For the past several decades Jack has spoken to schoolchildren and Jewish groups to tell his story, to put a human face and name to the outsize numbers and foreign locales of the Holocaust. Jack knows he belongs to that small and shrinking group of survivors who were old enough then to really understand what was happening and young enough now to still be alive and able to tell their stories. But, Jack is getting older. He's tired. This year, he told me, he doesn't have the energy to do it. Jack still feels his obligation to bear witness. He still fears what will happen when no survivors are left to testify about what they lived through. He just doesn't have the energy to do it. This year, Jack asked me to tell his story.

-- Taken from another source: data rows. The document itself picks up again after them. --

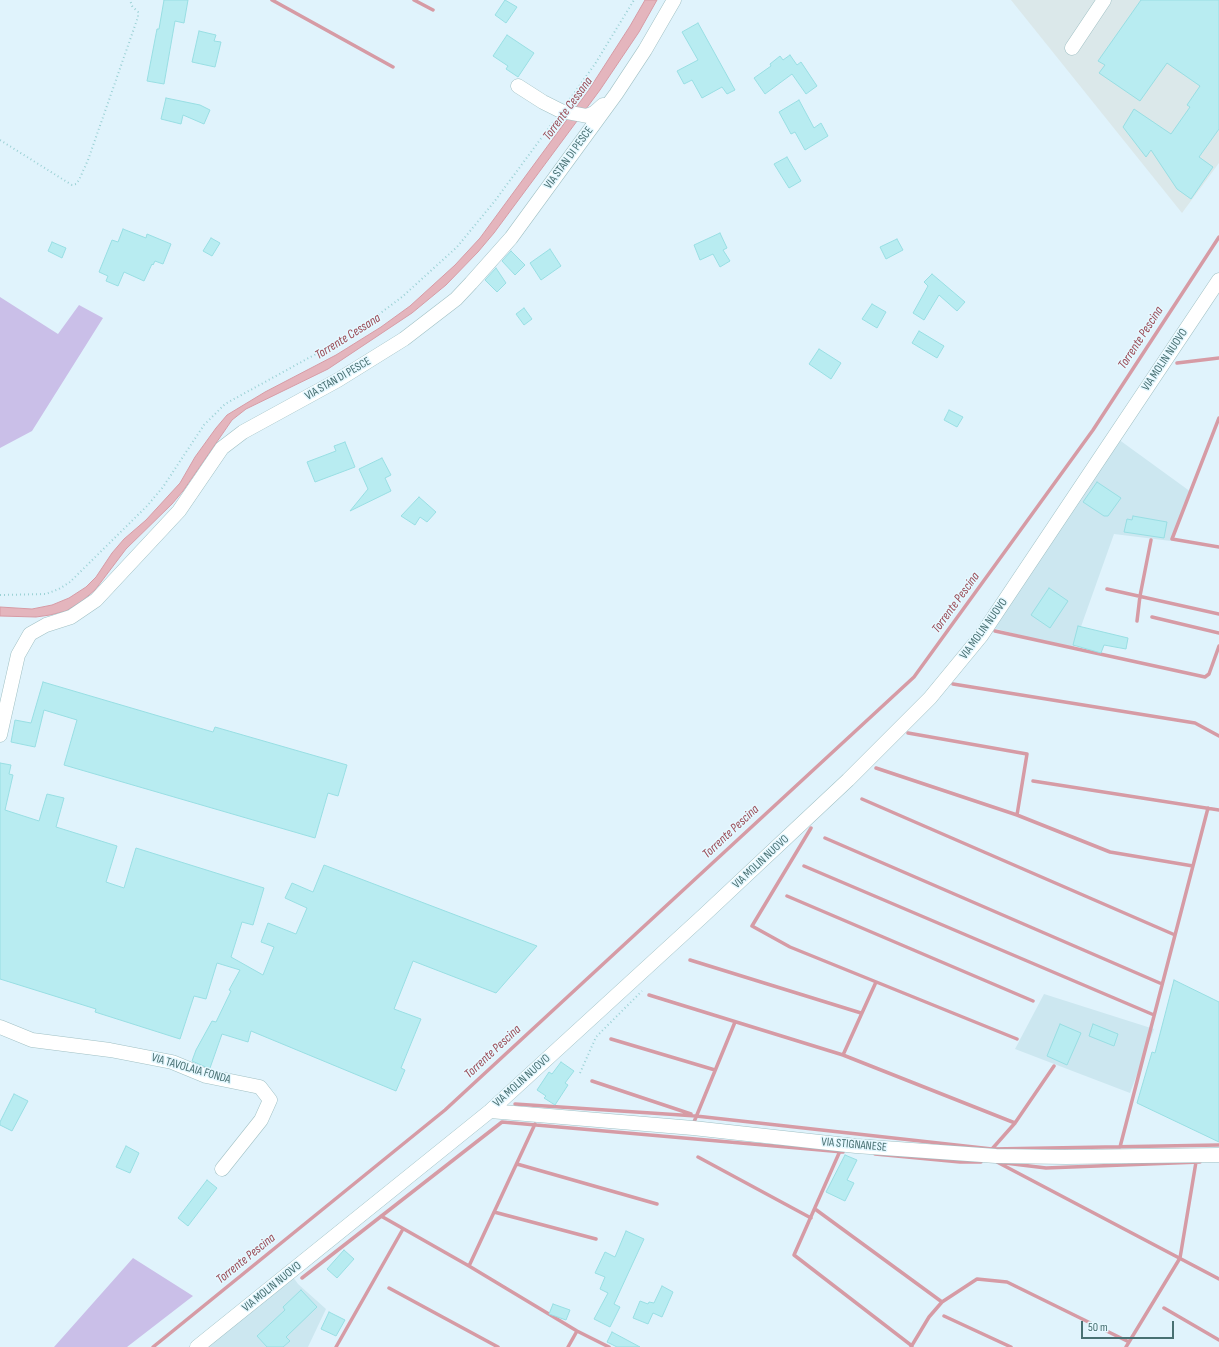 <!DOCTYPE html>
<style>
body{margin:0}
#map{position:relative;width:1219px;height:1347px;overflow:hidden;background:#e0f3fc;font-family:"Sofia Sans Condensed",sans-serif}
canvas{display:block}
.scale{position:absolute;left:1081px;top:1321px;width:93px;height:18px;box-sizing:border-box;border:2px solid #487072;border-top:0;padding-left:5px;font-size:12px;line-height:14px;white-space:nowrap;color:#487072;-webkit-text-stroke:3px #e5f8ff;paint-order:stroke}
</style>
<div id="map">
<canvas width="1219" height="1347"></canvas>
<div class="scale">50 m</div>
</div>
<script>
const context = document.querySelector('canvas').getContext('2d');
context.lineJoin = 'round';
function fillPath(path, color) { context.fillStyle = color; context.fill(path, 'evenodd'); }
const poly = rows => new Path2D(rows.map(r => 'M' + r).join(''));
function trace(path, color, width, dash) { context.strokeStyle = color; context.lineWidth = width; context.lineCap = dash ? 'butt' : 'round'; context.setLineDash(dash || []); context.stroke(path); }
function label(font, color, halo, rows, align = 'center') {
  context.font = font + ' "Sofia Sans Condensed",sans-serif'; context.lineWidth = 3; context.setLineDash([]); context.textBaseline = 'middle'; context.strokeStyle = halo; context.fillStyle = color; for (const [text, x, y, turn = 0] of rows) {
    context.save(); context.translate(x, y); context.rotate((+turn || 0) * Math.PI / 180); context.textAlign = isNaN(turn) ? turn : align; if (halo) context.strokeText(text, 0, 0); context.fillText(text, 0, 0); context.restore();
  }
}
fillPath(poly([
 [1118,439,1191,492,1171,541,1114,534,1073,649,993,628],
 [1044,994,1154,1029,1130,1093,1015,1049],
 [293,1277,298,1284,326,1309,308,1347,205,1347]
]), '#cce7f0');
fillPath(poly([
 [1011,0,1219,0,1219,163,1182,213]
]), '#dbe8ea');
fillPath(poly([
 [0,297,58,334,79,305,103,318,32,431,0,448],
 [133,1258,193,1296,127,1347,54,1347]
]), '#cabfe8');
const water = poly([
 [645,0,657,0,639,32,600,90,494,233,478,252,446,285,412,313,328,369,246,409,232,420,183,491,172,504,126,549,95,590,82,601,66,611,50,615,36,617,0,616,0,607,32,609,52,605,69,598,86,587,96,577,112,553,124,539,146,520,180,483,195,457,216,428,227,415,265,392,336,355,381,327,410,306,455,265,480,238,588,91,630,26,645,0]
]);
fillPath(water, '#e4b5bd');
trace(water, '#d69ba5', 1);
trace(poly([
 [272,0,393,67],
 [414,0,433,10],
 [1177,363,1219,358],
 [1219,418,1172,539,1219,547],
 [1107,589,1219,614],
 [1152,617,1219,633],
 [1137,621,1140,596,1151,540],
 [995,631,1205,677,1209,674,1219,646],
 [953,684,1195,723,1219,736],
 [908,733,1027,754,1017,815],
 [876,768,1017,815,1110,852,1193,866],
 [1033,781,1219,810],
 [862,799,1175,935],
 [811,828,752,926,790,947,1017,1039],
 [825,838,1162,984],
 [804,866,1154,1015],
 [787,896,1033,1001],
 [690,960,861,1013],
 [649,995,843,1055,1015,1123],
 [611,1039,715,1070],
 [843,1055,876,982],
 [592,1081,691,1114],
 [515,1104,696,1116,992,1149,1219,1145],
 [694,1122,735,1022],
 [1120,1147,1208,808],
 [992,1149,1015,1123,1054,1066],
 [840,1151,794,1255,912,1346],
 [875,1154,960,1162,981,1162],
 [698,1157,811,1218],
 [997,1162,1219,1279],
 [1005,1163,1046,1168,1200,1162],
 [517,1164,657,1204],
 [815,1209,942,1302],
 [494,1212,596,1239],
 [381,1216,469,1266,577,1331,609,1347],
 [469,1266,535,1124],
 [302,1278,502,1122,843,1152],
 [389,1288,498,1347],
 [1164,1308,1219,1340],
 [944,1316,1011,1347],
 [153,1347,445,1110,914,677,1093,430,1219,237],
 [336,1347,403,1229],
 [568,1347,577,1331],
 [911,1347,929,1317,942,1302,977,1279,1007,1282,1129,1342],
 [1126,1347,1180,1258,1196,1162]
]), '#d69ba5', 3.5);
const building = poly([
 [164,0,188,0,184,23,175,21,164,84,147,81,157,29,159,29,164,0],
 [505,0,517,7,506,23,495,15,505,0],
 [1141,0,1219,0,1219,129,1199,157,1213,167,1191,199,1177,189,1151,150,1146,157,1123,127,1134,109,1171,134,1190,107,1187,105,1200,86,1167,63,1140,101,1099,73,1105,65,1098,61,1141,0],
 [698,23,735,90,727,94,722,87,702,98,692,80,684,84,677,71,698,60,682,32,698,23],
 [199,31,216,35,214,41,221,42,215,67,192,62,199,31],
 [507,35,534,53,518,77,506,69,508,66,493,56,507,35],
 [790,55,797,65,801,62,817,86,806,94,792,74,765,94,754,78,771,66,770,64,780,56,783,60,790,55],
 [166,98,200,105,210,110,204,124,183,115,181,124,161,119,166,98],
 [799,100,814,128,821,123,828,136,805,150,795,132,791,134,779,112,799,100],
 [787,157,801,181,789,188,774,164,787,157],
 [123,229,146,238,147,234,171,244,163,264,155,261,153,265,152,264,144,281,124,272,118,286,106,281,108,276,99,272,112,240,118,242,123,229],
 [720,233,727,248,723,250,730,261,720,267,713,254,700,260,694,245,720,233],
 [211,238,220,243,212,256,203,251,211,238],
 [897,239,903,250,886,259,880,247,897,239],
 [52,242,66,248,62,258,48,251,52,242],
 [550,249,561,266,541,280,530,263,550,249],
 [511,251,525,265,515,275,502,261,511,251],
 [496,268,506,283,497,292,485,280,496,268],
 [932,274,965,302,957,311,939,295,924,320,913,313,928,286,924,282,932,274],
 [872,304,886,312,877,328,862,319,872,304],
 [524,308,532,319,524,325,516,314,524,308],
 [919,331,944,346,937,358,912,343,919,331],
 [819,349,841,363,831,379,809,364,819,349],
 [949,410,963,417,957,427,944,420,949,410],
 [345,442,355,467,315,482,307,462,336,451,334,446,345,442],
 [382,458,391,475,385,478,391,491,350,511,368,489,359,469,382,458],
 [1097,482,1121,498,1108,516,1104,516,1083,502,1097,482],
 [419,497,436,512,427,522,420,517,415,525,401,516,419,497],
 [1133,516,1167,522,1164,538,1124,532,1127,519,1132,520,1133,516],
 [1049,588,1068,601,1050,628,1031,615,1049,588],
 [1078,626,1128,638,1126,649,1104,645,1101,653,1073,645,1078,626],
 [43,682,213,732,215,727,347,765,338,796,328,793,315,838,64,765,77,720,44,710,35,747,11,742,15,720,31,723,43,682],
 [0,763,11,765,9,774,13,775,5,810,39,821,47,794,64,798,56,827,117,846,106,882,124,888,136,848,264,888,253,925,242,922,231,957,263,975,274,947,261,942,268,923,296,934,307,908,285,898,292,883,313,892,324,865,537,946,496,993,413,961,394,1009,421,1019,401,1068,405,1070,396,1091,251,1031,248,1042,222,1034,210,1068,208,1068,192,1061,196,1050,212,1021,216,1022,231,991,229,990,240,970,217,963,206,999,194,996,180,1039,95,1012,96,1009,0,979,0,763],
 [1174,980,1219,1002,1219,1142,1137,1103,1152,1052,1155,1053,1174,980],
 [1060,1024,1081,1033,1067,1065,1047,1056,1060,1024],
 [1093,1024,1118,1034,1114,1046,1089,1036,1093,1024],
 [561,1062,574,1071,565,1083,568,1085,555,1105,544,1098,546,1096,537,1090,549,1072,552,1074,561,1062],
 [14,1094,28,1101,12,1131,0,1125,0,1122,14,1094],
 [126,1146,139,1153,130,1173,116,1167,126,1146],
 [845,1155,857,1160,847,1180,854,1183,845,1201,826,1192,845,1155],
 [207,1180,217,1188,188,1226,178,1218,207,1180],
 [626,1231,644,1239,614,1304,620,1307,610,1327,594,1319,608,1293,600,1289,605,1277,595,1273,605,1252,615,1257,626,1231],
 [344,1250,354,1259,337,1278,327,1269,344,1250],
 [662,1286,673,1292,662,1317,653,1313,648,1324,633,1318,640,1301,648,1304,649,1302,654,1303,662,1286],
 [301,1290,317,1307,286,1337,290,1341,283,1347,267,1347,257,1336,285,1310,283,1307,301,1290],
 [553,1304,570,1310,566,1320,549,1314,553,1304],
 [329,1312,345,1320,336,1336,321,1329,329,1312],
 [612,1332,640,1347,617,1347,607,1342,612,1332]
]);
fillPath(building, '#b8ecf1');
trace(building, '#98dee3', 1);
const minor = poly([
 [1072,48,1104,0],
 [518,86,543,102,561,111,587,116,594,113,603,105],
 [0,735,18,655,30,634,46,625,71,617,96,600,179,511,222,448,243,432,338,380,404,339,456,299,471,283,511,238,616,94,645,50,674,0],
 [0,1027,32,1040,110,1050,172,1062,206,1076,260,1087,270,1100,261,1120,222,1169],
 [490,1111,693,1128,856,1146,996,1156,1066,1157,1219,1155],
 [197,1347,490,1111,703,916,848,780,930,698,981,636,1219,280]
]);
trace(minor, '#a0c0c4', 15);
trace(poly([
 [570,99,595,64,634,0],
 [0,140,67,182,72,185,76,184,79,180,88,160,138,17,138,12,132,6,130,0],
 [0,595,46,594,59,589,70,582,147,506,163,487,204,425,225,404,354,333,402,297,457,247,494,202,554,121],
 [580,1073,596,1037,642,991]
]), '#9bd1d5', 2, [1, 3]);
trace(minor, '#fff', 14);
label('12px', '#487072', '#e5f8ff', [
 ["VIA STAN DI PESCE",569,158,-54],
 ["VIA MOLIN NUOVO",1165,360,-56],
 ["VIA STAN DI PESCE",338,379,-30],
 ["VIA MOLIN NUOVO",984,629,-54],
 ["VIA MOLIN NUOVO",761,862,-43],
 ["VIA TAVOLAIA FONDA",191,1069,16],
 ["VIA MOLIN NUOVO",522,1081,-42],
 ["VIA STIGNANESE",854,1145,5],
 ["VIA MOLIN NUOVO",272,1287,-39]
]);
label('italic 13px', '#9a4b56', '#e5f8ff', [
 ["Torrente Cessana",568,109,-54],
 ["Torrente Cessana",348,337,-32],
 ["Torrente Pescina",1141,338,-57],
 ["Torrente Pescina",956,603,-54],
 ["Torrente Pescina",731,832,-43],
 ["Torrente Pescina",493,1052,-43],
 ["Torrente Pescina",246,1259,-39]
]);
</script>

Though I've called him Grandpa all my life, Jack is not my real grandfather. Rather, he is my real grandfather in every sense of the word except biological. I never knew my mother's father; he was murdered by the Nazis in the Vilna ghetto or the killing fields of the Ponari forest just outside the city now called Vilnius, Lithuania. Of all the family on my mother's side, only my grandmother and my mother survived. They came to New York in June 1946 aboard the S.S. Marine Perch. It was on the deck of that ship that Jack first saw my grandmother. By the time I was born my grandmother had been married to Jack for more than 20 years.